AVAILABLE DATA ::
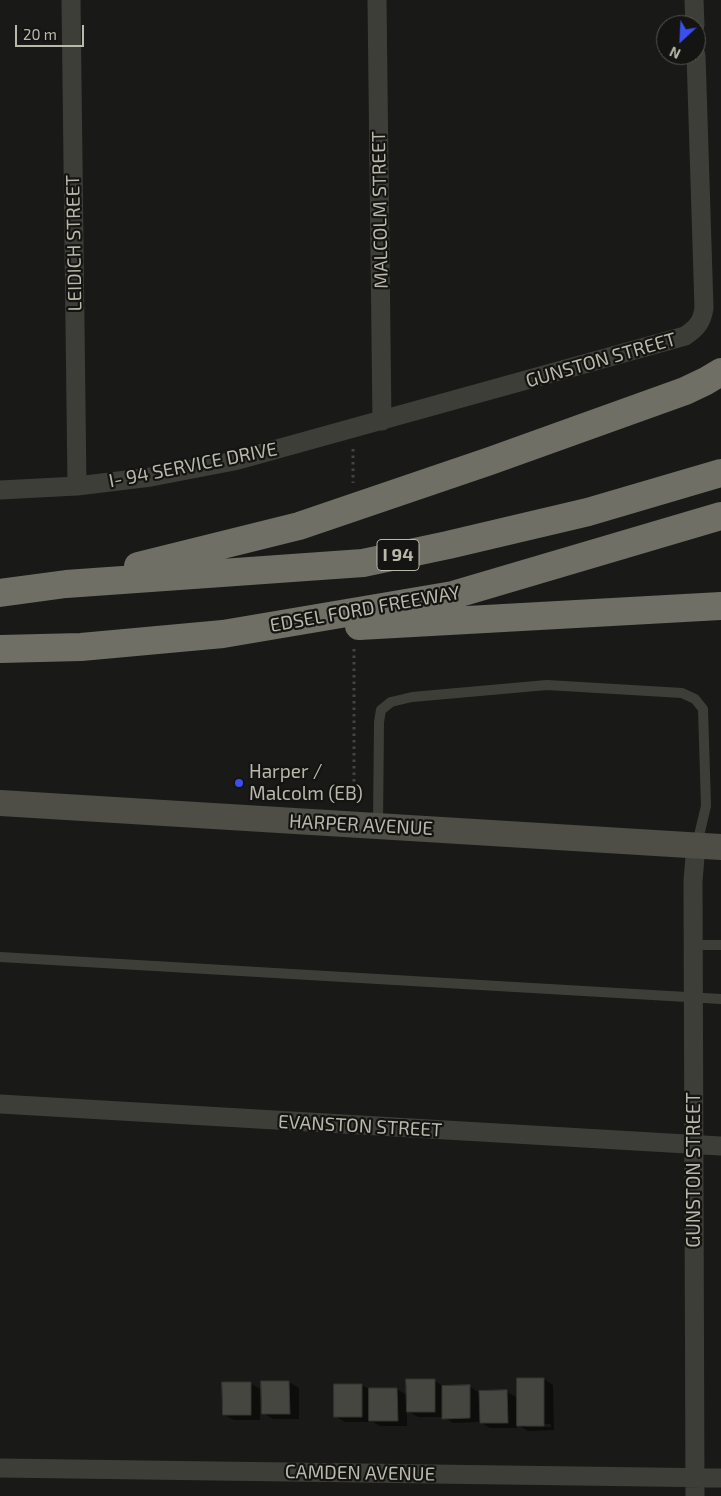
<!DOCTYPE html>
<style>
body{margin:0}
#map{position:relative;width:721px;height:1496px;overflow:hidden;background:#191917;font-family:"Exo 2",sans-serif}
canvas{display:block}
.north{position:absolute;left:656px;top:15px;width:50px;height:50px;box-sizing:border-box;background:#141412;border:1px solid #56564f;border-radius:50%;rotate:205deg;font-size:14px;font-weight:700;line-height:20px;text-align:center;color:#b9b8aa}
.north::after{content:'';display:block;margin:auto;width:18px;height:22px;background:#3b4eee;clip-path:polygon(50% 0,100% 100%,50% 72%,0 100%)}
.scale{position:absolute;left:15px;top:25px;width:69px;height:22px;box-sizing:border-box;border:2px solid #b9b8aa;border-top:0;padding-left:6px;font-size:15px;line-height:18px;white-space:nowrap;color:#b9b8aa;-webkit-text-stroke:4px #141412;paint-order:stroke}
</style>
<div id="map">
<canvas width="721" height="1496"></canvas>
<div class="north">N</div>
<div class="scale">20 m</div>
</div>
<script>
const g = document.querySelector('canvas').getContext('2d');
g.lineJoin = 'round';
function paint(path, color) { g.fillStyle = color; g.fill(path, 'evenodd'); }
function strokePath(path, color, width, dash) { g.strokeStyle = color; g.lineWidth = width; g.lineCap = dash ? 'butt' : 'round'; g.setLineDash(dash || []); g.stroke(path); }
function write(font, color, halo, rows, align = 'center') {
  g.font = font + ' "Exo 2",sans-serif'; g.lineWidth = 4.5; g.setLineDash([]); g.textBaseline = 'middle'; g.strokeStyle = halo; g.fillStyle = color; for (const [text, x, y, turn = 0] of rows) {
    g.save(); g.translate(x, y); g.rotate((+turn || 0) * Math.PI / 180); g.textAlign = isNaN(turn) ? turn : align; if (halo) g.strokeText(text, 0, 0); g.fillText(text, 0, 0); g.restore();
  }
}
paint(new Path2D(`
 M544 1379 553 1385 554 1430 528 1431 517 1424V1428H490L480 1422 453 1423 443 1417H418L407 1411V1426H380L373 1422H345L335 1416 362 1385 369 1389H397L408 1396 434 1380 444 1387H470L480 1393 507 1392 518 1398ZM526 1424H551V1427H526Z
 M289 1382 299 1388V1419H273L263 1413 262 1383Z
 M250 1383 260 1389V1420H234L224 1415Z`), '#0007');
const building = new Path2D(`
 M517 1378H544V1426H517Z
 M406 1379H435V1412H407Z
 M261 1381H289L290 1414H262Z
 M222 1382H251V1415H223Z
 M334 1384H362V1417H334Z
 M470 1385V1418L442 1419V1386Z
 M369 1388H397L398 1421H369Z
 M507 1390 508 1423H480L479 1391Z`);
paint(building, '#464641');
strokePath(building, '#343531', 1);
strokePath(new Path2D(`
 M353 449V483
 M354 649V801`), '#45453f', 3, [2.5, 4]);
strokePath(new Path2D(`
 M378 825 379 722 381 710 391 702 412 697 547 685 682 693 695 699 703 709 706 806 697 844
 M693 945H721
 M0 957 721 999`), '#3e3e39', 10);
strokePath(new Path2D(`
 M71 0 77 486
 M377 0 382 421
 M694 0 695 25
 M0 490 77 486 151 477 234 461 685 336C697 328 702 322 704 308L696 55
 M0 1104 721 1146
 M0 1468 721 1478
 M695 1496 693 881 696 845`), '#3e3e39', 19);
strokePath(new Path2D(`
 M0 803 721 847`), '#4e4e47', 26);
strokePath(new Path2D(`
 M138 566 299 526 490 461 685 391 706 381 721 372
 M0 593 66 584 363 563 448 545 588 512 721 473
 M359 626 721 606
 M0 649 81 647 223 634 453 595 721 516`), '#6f6f65', 28);
for (const [x, y, r, color] of [
 [239,783,5,"#3b4eee"]
]) { const dot = new Path2D(); dot.arc(x, y, r, 0, 2 * Math.PI); g.fillStyle = color; g.fill(dot); strokePath(dot, '#141412', 2); }
for (const [x, y, w] of [
 [398,555,42]
]) { const box = new Path2D(); box.roundRect(x - w / 2, y - 15.5, w, 31, 4); g.fillStyle = '#141412'; g.fill(box); strokePath(box, '#b9b8aa', 1); }
write('bold 18px', '#b9b8aa', null, [
 ["I 94",398,555]
]);
write('19px', '#b9b8aa', '#141412', [
 ["MALCOLM STREET",380,210,-91],
 ["LEIDICH STREET",74,243,-91],
 ["GUNSTON STREET",601,360,-16],
 ["I- 94 SERVICE DRIVE",193,465,-11],
 ["EDSEL FORD FREEWAY",365,609,-10],
 ["HARPER AVENUE",361,825,3],
 ["EVANSTON STREET",360,1126,3],
 ["GUNSTON STREET",694,1170,-90],
 ["CAMDEN AVENUE",360,1473,1]
]);
write('19px', '#b9b8aa', '#141412', [
 ["Harper /",249,772],
 ["Malcolm (EB)",249,794]
], 'left');
</script>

THE TASK :: The response must contain each line above that holds the string "building".

EXERCISE SOLUTION ::
const building = new Path2D(`
paint(building, '#464641');
strokePath(building, '#343531', 1);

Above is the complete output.